En sus estudios, le gustaba particularmente la filosofía y la retórica. En un primer
momento se dedicó a la enseñanza y se casó. Después, como su hermano y su
hermana, se dedicó totalmente a la vida ascética. Más tarde, fue elegido obispo de
Nisa, convirtiéndose en pastor celoso, conquistando la estima de la comunidad.
Acusado de malversaciones económicas por sus adversarios herejes, tuvo que
abandonar brevemente su sede episcopal, pero después regresó triunfalmente (Cf.
Epístola 6: SC 363,164-170), y siguió comprometiéndose en la lucha por defender la
auténtica fe.
Tras la muerte de Basilio, como recogiendo su herencia espiritual, cooperó sobre todo
en el triunfo de la ortodoxia. Participó en varios sínodos; trató de dirimir los
enfrentamientos entre las Iglesias; participó en la reorganización eclesiástica y, como
«columna de la ortodoxia», fue uno de los protagonistas del Concilio de Constantinopla
del año 381, que definió la divinidad del Espíritu Santo. Tuvo varios encargos oficiales
por parte del emperador Teodosio, pronunció importantes homilías y discursos
fúnebres, compuso varias obras teológicas.

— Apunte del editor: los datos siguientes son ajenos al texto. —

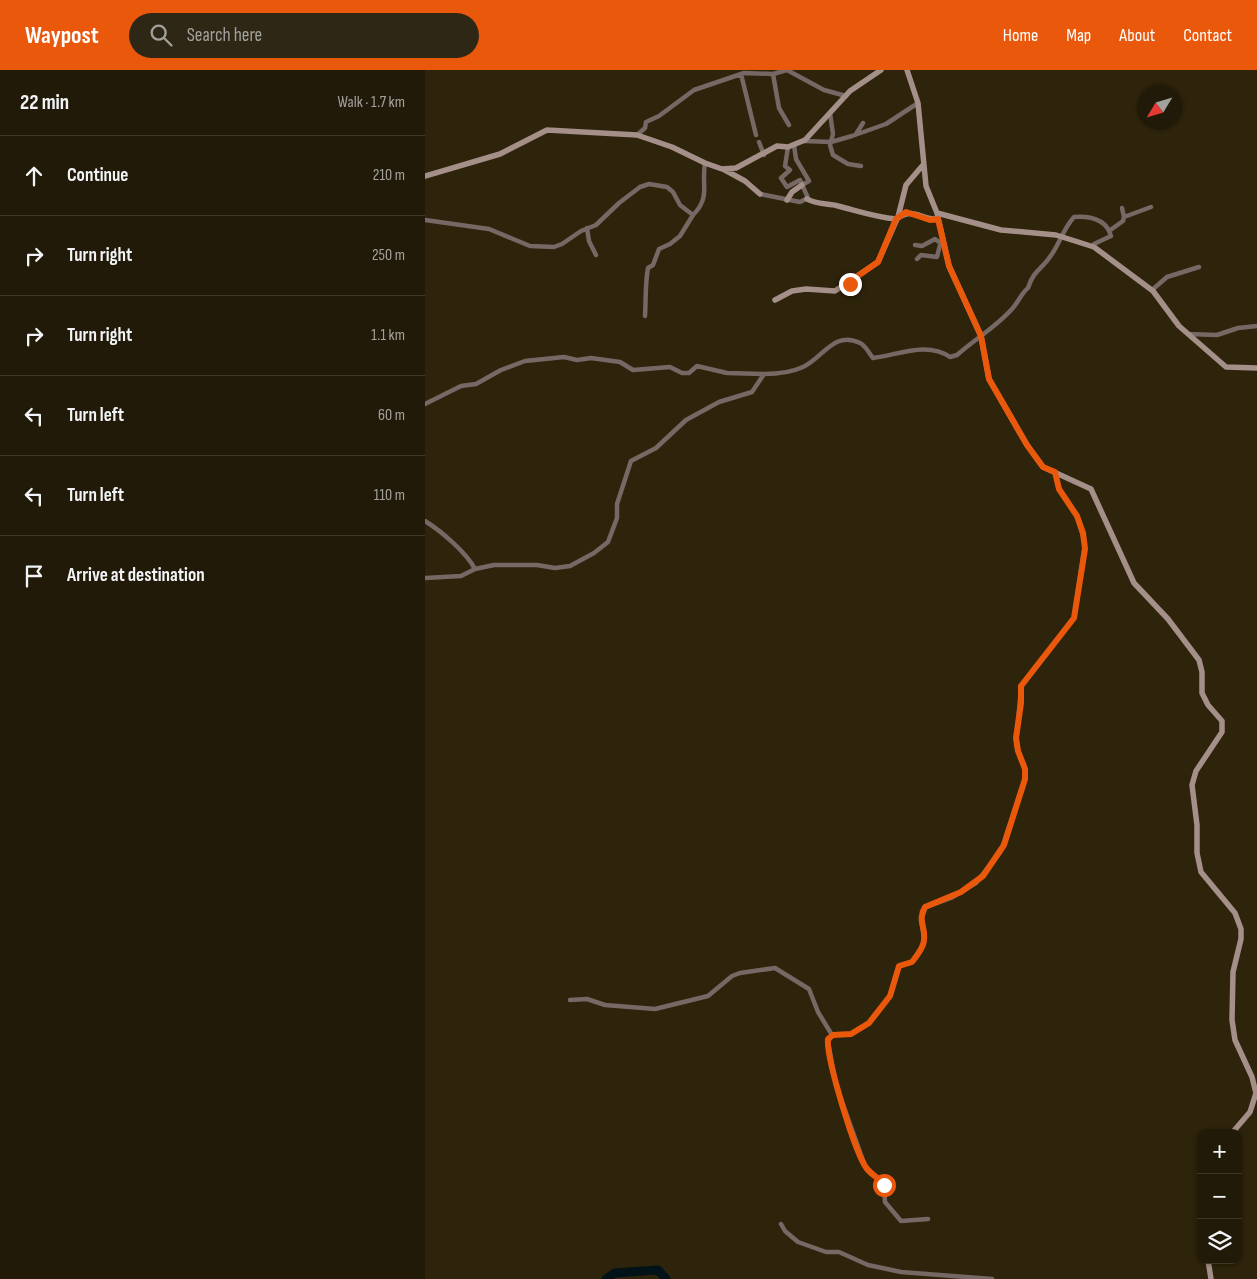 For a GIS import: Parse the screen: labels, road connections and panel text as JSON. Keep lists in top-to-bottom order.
{
  "north": "bottom left",
  "page": {
    "header": "Waypost",
    "search": "Search here",
    "nav": [
      "Home",
      "Map",
      "About",
      "Contact"
    ],
    "heading": ["22 min", "Walk · 1.7 km"],
    "list": [
      ["Continue", "210 m"],
      ["Turn right", "250 m"],
      ["Turn right", "1.1 km"],
      ["Turn left", "60 m"],
      ["Turn left", "110 m"],
      "Arrive at destination"
    ],
    "map_buttons": ["+", "−"]
  }
} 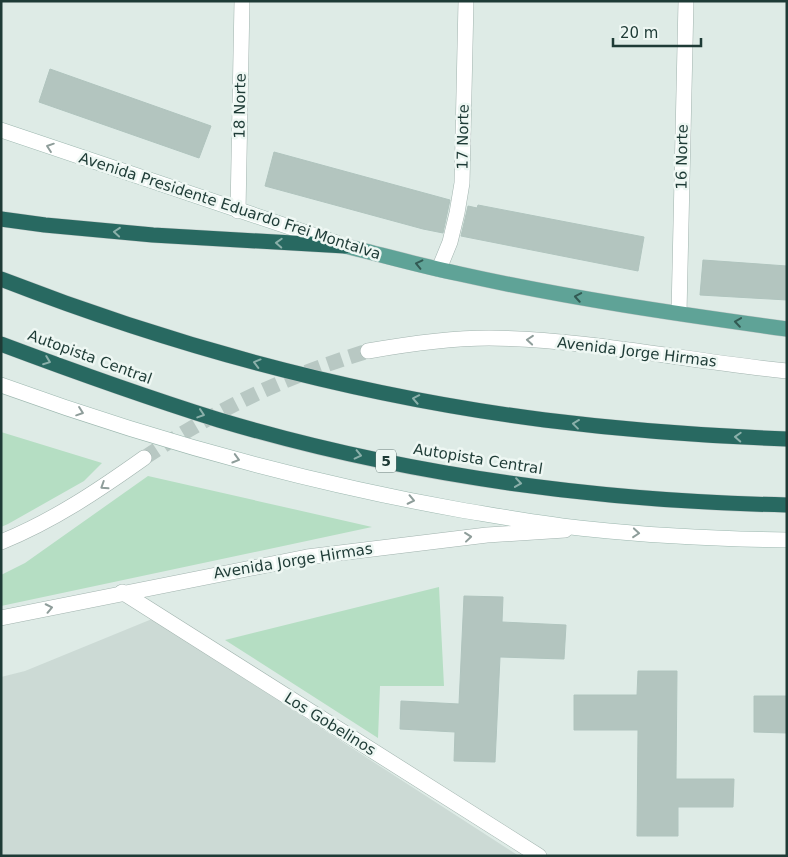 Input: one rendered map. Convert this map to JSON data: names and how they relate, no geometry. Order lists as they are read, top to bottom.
{
  "streets": {
    "highway": ["Autopista Central", "5"],
    "main road": ["Avenida Presidente Eduardo Frei Montalva"],
    "street": [
      "18 Norte",
      "17 Norte",
      "16 Norte",
      "Avenida Jorge Hirmas",
      "Los Gobelinos"
    ]
  },
  "crossings": [
    ["18 Norte", "Avenida Presidente Eduardo Frei Montalva"],
    ["17 Norte", "Avenida Presidente Eduardo Frei Montalva"],
    ["16 Norte", "Avenida Presidente Eduardo Frei Montalva"],
    ["Avenida Jorge Hirmas", "Los Gobelinos"]
  ],
  "one_way": ["Avenida Presidente Eduardo Frei Montalva"],
  "scale_bar": "20 m"
}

En el año 394 volvió a participar en un sínodo que se celebró en Constantinopla. Se
desconoce la fecha de su muerte. Gregorio expresa con claridad la finalidad de sus
estudios, objetivo supremo al que dedica su trabajo teológico: no entregar la vida a
cosas banales, sino encontrar la luz que permita discernir lo que es verdaderamente
útil (Cf. «In Ecclesiasten hom.» 1: SC 416,106-146). Encontró este bien supremo en el
cristianismo, gracias al cual es posible «la imitación de la naturaleza divina» («De
professione christiana»: PG 46, 244C).
Con su aguda inteligencia y sus amplios conocimientos filosóficos y teológicos,
defendió la fe cristiana contra los herejes, que negaban la divinidad del Espíritu Santo
(como Eunomio y los macedonios), o ponían en tela de juicio la perfecta humanidad de
Cristo (como Apolinar). Comentó la Sagrada Escritura, meditando en la creación del
hombre. La creación era para él un tema central. Veía en la criatura un reflejo del
Creador y a partir de aquí encontraba el camino hacia Dios. Pero también escribió un
importante libro sobre la vida de Moisés, a quien presenta como hombre en camino
hacia Dios: esta ascensión hacia el Monte Sinaí se convierte para él en una imagen de
nuestra ascensión en la vida humana hacia la verdadera vida, hacia el encuentro con
Dios. Interpretó también la oración del Señor, el Padrenuestro y las Bienaventuranzas.
En su «Gran discurso catequístico» («Oratio catechetica magna»), expuso las líneas
fundamentales de la teología, no de una teología académica, cerrada en sí misma,
sino que ofreció a los catequistas un sistema de referencia para sus enseñanzas,
como una especie de marco en el que se mueve después la interpretación pedagógica
de la fe.
Gregorio, además, es insigne por su doctrina espiritual. Su teología no era una
reflexión académica, sino la expresión de una vida espiritual, de una vida de fe vivida.
Como gran «padre de la mística» presentó en varios tratados --como el «De
professione christiana» y el «De perfectione christiana»-- el camino que los cristianos
tienen que emprender para alcanzar al verdadera vida, la perfección. Exaltó la
virginidad consagrada («De virginitate»), y propuso un modelo insigne en la vida de su
hermana Macrina, quien fue para él siempre una guía, un ejemplo (Cf. «Vita
Macrinae»). Pronunció varios discursos y homilías, escribió numerosas cartas.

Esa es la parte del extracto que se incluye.